To create the series Wolf trolled Google Street View looking for accidents caught on camera. When he found one he liked he set up his camera, framed the image and took a photograph of the scene. It’s voyeuristic in the extreme, voyeurism for the internet age and a frightening reminder of the World we actually live in. A World in which privacy is dead.
However, when he won the award photo journalists from around the World went nuts. Was this legitimate? Were these his images or Google’s? Could this work be considered ‘daily life’ when it was captured, by chance on a computer screen, by someone trawling through 1000′s of images in order to find the best, most amusing, most interesting?
This subject gets right to the core of one of the most important questions of our time. Privacy and the evasive nature of the internet.

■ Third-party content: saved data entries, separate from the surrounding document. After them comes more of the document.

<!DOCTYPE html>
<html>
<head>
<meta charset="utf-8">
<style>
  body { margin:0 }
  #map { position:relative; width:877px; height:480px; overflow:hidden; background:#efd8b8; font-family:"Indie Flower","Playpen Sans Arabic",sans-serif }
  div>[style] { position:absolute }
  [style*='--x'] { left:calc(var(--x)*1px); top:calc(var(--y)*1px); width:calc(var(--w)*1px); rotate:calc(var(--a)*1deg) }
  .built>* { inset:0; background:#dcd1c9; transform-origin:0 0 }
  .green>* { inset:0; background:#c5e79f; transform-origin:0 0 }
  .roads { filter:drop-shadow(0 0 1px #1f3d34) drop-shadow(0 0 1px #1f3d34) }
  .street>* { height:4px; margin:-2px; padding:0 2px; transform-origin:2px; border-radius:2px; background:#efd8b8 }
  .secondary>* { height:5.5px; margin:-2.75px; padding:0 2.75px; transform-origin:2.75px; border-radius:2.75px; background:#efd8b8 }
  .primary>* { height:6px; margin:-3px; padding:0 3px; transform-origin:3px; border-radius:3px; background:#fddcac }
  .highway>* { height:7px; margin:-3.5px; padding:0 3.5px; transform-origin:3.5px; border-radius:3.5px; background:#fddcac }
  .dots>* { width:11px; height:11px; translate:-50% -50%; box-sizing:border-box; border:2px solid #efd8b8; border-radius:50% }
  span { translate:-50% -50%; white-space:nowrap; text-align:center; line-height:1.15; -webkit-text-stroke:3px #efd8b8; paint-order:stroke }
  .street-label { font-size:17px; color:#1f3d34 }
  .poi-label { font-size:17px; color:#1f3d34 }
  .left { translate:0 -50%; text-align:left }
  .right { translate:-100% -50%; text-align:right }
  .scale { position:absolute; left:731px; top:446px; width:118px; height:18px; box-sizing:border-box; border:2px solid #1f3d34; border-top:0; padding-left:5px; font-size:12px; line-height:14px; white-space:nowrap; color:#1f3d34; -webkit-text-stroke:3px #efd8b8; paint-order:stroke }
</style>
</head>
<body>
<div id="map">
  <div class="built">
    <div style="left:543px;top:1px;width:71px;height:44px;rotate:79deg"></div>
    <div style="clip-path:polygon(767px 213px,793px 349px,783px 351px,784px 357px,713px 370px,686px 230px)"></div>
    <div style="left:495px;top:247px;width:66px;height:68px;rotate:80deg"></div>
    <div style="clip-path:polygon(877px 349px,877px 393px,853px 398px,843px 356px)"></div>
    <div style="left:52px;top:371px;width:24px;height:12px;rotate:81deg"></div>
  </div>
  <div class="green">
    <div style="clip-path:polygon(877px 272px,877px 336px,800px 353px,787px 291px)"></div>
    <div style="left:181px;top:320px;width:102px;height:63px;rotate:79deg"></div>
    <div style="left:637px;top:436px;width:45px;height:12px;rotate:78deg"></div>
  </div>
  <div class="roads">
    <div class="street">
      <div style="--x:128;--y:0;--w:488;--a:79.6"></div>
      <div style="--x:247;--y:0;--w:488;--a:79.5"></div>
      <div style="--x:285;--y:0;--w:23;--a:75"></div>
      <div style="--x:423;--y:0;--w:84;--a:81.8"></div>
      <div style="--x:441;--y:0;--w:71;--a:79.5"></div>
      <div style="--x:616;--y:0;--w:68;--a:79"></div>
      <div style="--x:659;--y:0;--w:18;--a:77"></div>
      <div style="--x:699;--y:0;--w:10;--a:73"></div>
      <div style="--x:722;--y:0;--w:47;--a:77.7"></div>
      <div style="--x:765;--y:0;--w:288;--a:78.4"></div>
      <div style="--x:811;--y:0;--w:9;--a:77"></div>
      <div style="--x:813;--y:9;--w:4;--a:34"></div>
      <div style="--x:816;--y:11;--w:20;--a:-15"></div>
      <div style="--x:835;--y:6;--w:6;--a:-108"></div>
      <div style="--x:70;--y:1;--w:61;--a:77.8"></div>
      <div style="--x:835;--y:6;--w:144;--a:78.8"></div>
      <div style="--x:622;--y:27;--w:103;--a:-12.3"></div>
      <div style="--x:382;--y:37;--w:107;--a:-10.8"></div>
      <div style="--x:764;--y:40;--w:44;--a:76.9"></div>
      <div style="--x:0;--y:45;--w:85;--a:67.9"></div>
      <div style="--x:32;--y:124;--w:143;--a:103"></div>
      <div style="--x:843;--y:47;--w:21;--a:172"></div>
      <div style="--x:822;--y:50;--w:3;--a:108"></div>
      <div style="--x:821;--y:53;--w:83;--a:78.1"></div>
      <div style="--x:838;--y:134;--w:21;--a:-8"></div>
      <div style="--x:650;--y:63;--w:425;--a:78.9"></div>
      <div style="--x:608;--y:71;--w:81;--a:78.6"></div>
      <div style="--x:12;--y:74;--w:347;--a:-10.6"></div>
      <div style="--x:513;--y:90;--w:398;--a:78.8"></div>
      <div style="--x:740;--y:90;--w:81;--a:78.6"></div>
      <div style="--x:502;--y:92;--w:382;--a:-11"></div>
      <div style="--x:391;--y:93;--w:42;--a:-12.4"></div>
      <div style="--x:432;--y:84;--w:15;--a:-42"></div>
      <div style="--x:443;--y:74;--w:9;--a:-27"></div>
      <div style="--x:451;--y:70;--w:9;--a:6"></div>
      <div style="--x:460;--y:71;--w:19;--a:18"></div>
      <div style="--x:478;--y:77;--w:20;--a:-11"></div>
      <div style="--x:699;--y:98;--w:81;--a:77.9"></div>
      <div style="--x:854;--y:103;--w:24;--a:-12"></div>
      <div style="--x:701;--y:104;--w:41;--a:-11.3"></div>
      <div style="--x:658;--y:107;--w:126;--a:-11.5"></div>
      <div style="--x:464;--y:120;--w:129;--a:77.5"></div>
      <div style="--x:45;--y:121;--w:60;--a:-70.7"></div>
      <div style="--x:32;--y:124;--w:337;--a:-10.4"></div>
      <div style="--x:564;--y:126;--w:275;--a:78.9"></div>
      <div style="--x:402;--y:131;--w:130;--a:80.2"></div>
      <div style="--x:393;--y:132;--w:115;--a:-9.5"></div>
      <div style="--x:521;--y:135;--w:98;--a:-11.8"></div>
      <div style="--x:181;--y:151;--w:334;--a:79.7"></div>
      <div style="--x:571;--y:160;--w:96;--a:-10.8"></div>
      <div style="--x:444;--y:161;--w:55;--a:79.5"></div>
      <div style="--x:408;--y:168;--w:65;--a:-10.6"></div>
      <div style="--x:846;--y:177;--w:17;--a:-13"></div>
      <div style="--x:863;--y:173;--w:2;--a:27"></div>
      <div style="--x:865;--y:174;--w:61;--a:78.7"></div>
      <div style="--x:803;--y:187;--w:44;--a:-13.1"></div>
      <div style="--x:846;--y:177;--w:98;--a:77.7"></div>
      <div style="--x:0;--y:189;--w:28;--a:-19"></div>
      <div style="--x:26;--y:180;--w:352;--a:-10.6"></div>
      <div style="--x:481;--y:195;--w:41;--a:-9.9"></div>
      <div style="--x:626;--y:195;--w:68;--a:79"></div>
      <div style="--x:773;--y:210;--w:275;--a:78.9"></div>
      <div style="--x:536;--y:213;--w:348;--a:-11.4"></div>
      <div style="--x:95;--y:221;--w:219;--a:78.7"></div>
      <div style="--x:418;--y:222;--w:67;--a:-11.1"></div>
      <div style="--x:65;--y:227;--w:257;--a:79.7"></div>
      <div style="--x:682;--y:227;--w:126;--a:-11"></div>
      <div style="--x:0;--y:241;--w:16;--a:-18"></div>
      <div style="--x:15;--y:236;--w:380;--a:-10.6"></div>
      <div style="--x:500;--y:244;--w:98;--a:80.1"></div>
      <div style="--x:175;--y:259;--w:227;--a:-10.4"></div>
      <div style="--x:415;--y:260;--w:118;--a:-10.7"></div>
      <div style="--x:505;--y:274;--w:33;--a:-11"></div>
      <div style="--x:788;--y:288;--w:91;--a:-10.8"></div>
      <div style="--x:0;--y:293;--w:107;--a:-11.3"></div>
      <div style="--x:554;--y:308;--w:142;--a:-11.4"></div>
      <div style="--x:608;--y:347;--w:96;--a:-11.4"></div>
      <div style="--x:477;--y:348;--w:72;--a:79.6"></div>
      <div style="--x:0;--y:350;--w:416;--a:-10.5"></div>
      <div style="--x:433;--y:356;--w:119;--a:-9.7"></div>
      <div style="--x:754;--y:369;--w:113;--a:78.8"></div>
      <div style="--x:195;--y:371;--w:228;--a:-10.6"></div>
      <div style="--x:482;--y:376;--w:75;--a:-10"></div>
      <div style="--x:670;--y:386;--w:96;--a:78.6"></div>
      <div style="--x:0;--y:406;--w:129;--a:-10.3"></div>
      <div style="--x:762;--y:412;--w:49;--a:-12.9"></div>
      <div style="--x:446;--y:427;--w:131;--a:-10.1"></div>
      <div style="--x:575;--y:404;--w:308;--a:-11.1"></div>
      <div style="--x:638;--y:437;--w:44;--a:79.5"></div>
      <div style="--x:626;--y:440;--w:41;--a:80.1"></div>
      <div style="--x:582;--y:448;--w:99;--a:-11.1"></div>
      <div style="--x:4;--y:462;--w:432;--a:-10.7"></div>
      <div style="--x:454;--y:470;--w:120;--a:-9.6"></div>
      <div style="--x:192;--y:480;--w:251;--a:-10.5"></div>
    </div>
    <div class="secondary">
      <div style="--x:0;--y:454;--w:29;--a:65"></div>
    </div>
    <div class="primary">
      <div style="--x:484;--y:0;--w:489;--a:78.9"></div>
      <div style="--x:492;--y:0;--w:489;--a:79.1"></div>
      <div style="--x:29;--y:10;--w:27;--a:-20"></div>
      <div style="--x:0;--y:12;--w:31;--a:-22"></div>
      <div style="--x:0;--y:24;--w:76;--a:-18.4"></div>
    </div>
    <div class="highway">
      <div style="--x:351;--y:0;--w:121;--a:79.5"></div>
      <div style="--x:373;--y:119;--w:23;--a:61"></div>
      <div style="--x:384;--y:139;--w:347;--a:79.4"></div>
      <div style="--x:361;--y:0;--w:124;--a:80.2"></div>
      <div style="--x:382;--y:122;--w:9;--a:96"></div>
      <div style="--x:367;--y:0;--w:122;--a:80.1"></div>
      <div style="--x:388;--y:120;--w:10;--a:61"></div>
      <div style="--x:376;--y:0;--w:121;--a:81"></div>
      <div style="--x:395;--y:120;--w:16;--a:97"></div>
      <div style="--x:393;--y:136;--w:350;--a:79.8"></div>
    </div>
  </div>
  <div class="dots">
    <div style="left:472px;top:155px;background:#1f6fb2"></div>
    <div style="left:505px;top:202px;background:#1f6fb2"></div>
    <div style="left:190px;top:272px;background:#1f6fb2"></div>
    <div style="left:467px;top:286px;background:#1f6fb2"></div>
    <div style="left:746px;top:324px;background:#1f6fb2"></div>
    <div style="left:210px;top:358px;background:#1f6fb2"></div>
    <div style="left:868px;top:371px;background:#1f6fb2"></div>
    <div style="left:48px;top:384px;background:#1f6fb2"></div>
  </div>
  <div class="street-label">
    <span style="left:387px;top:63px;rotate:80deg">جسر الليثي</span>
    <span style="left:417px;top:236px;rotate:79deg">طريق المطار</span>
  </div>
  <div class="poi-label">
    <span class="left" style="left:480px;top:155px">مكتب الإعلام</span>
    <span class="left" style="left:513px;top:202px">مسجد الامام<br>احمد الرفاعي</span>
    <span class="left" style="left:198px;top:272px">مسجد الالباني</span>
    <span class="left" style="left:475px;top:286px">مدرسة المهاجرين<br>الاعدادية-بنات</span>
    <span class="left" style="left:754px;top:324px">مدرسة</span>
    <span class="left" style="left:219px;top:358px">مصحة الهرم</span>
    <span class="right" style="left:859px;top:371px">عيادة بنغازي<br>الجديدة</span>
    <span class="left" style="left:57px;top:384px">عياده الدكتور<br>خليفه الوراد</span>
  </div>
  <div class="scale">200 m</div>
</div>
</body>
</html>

Here’s what Wolf had to say:
I think it’s absolutely astounding, I won First Prize twice in the competition in 2005 and last year, but this honorable mention is worth hundred times more to me because it’s such a conceptual leap for the World Press jury to award a prize to someone that photographs virtually. It’s mind-blowing.
I use a tripod and mount the camera, photographing a virtual reality that I see on the screen. It’s a real file that I have, I’m not taking a screenshot. I move the camera forward and backward in order to make an exact crop, and that’s what makes it my picture. It doesn’t belong to Google, because I’m interpreting Google; I’m appropriating Google. If you look at the history of art, there’s a long history of appropriation.
One of the members of the Jury said this in Wolfs defence:
Photojournalism today is definitely what photojournalism was 50 years ago: A situation interpreted into a meaningful image…But something virtual has entered our visual world that we could not even have imagined 10 years ago. Hence, our world has changed in a revolutionary way. You can write about it and you can look at it on your computer, but how to document it with the means of photography? This is, in my opinion documentary photography and this work is smart and creative. What Michael Wolf did is use photography to chronicle a significant event.
The work was recognized in the category ‘Contemporary Issues’ and not in the category ‘Daily Life’. The Contemporary Issue is that Google scans our world and we cannot hide from it. We are not part of an anonymous mass anymore, we are identifiable.
What do you think? Where do you stand? Whose images are these?